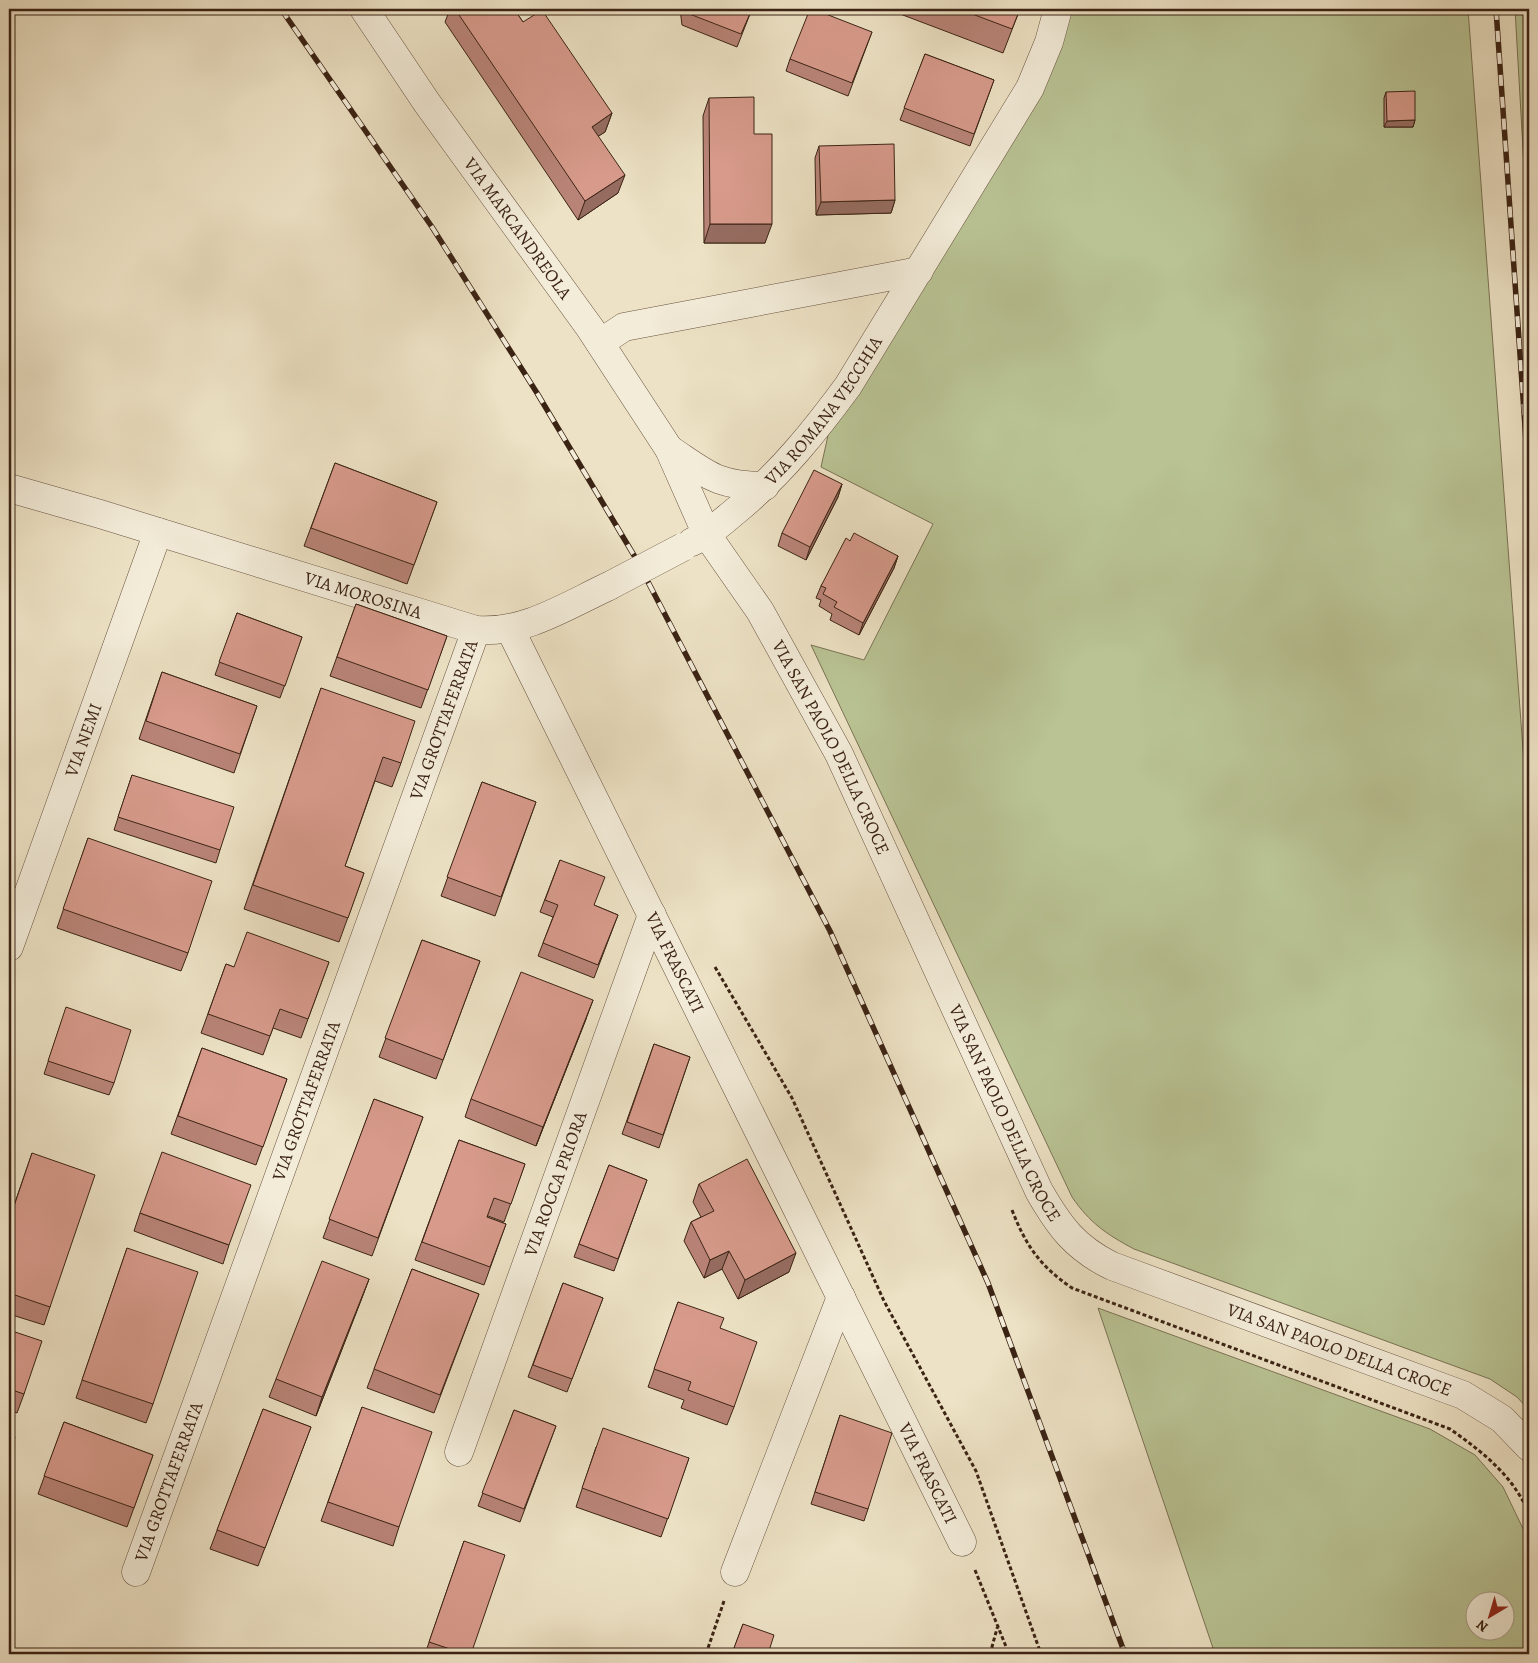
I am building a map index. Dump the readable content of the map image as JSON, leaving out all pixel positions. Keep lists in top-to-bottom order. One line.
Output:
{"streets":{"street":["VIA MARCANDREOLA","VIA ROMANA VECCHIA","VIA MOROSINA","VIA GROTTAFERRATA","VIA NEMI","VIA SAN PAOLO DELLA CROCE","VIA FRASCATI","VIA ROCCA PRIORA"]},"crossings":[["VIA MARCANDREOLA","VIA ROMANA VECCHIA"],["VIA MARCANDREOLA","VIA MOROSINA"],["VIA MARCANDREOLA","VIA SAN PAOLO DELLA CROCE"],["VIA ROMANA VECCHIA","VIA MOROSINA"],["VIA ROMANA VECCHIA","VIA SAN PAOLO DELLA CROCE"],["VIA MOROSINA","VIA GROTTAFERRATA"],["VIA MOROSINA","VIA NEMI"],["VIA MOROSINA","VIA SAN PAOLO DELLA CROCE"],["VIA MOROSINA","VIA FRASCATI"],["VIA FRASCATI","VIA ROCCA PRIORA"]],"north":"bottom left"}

*****

◆ TASK ITEM: Only the text of the material belongs in your copy, which must match the original exactly.

◆ SOLVED PROBLEM:
I am building a map index. Dump the readable content of the map image as JSON, leaving out all pixel positions. Keep lists in top-to-bottom order. One line.
Output:
{"streets":{"street":["VIA MARCANDREOLA","VIA ROMANA VECCHIA","VIA MOROSINA","VIA GROTTAFERRATA","VIA NEMI","VIA SAN PAOLO DELLA CROCE","VIA FRASCATI","VIA ROCCA PRIORA"]},"crossings":[["VIA MARCANDREOLA","VIA ROMANA VECCHIA"],["VIA MARCANDREOLA","VIA MOROSINA"],["VIA MARCANDREOLA","VIA SAN PAOLO DELLA CROCE"],["VIA ROMANA VECCHIA","VIA MOROSINA"],["VIA ROMANA VECCHIA","VIA SAN PAOLO DELLA CROCE"],["VIA MOROSINA","VIA GROTTAFERRATA"],["VIA MOROSINA","VIA NEMI"],["VIA MOROSINA","VIA SAN PAOLO DELLA CROCE"],["VIA MOROSINA","VIA FRASCATI"],["VIA FRASCATI","VIA ROCCA PRIORA"]],"north":"bottom left"}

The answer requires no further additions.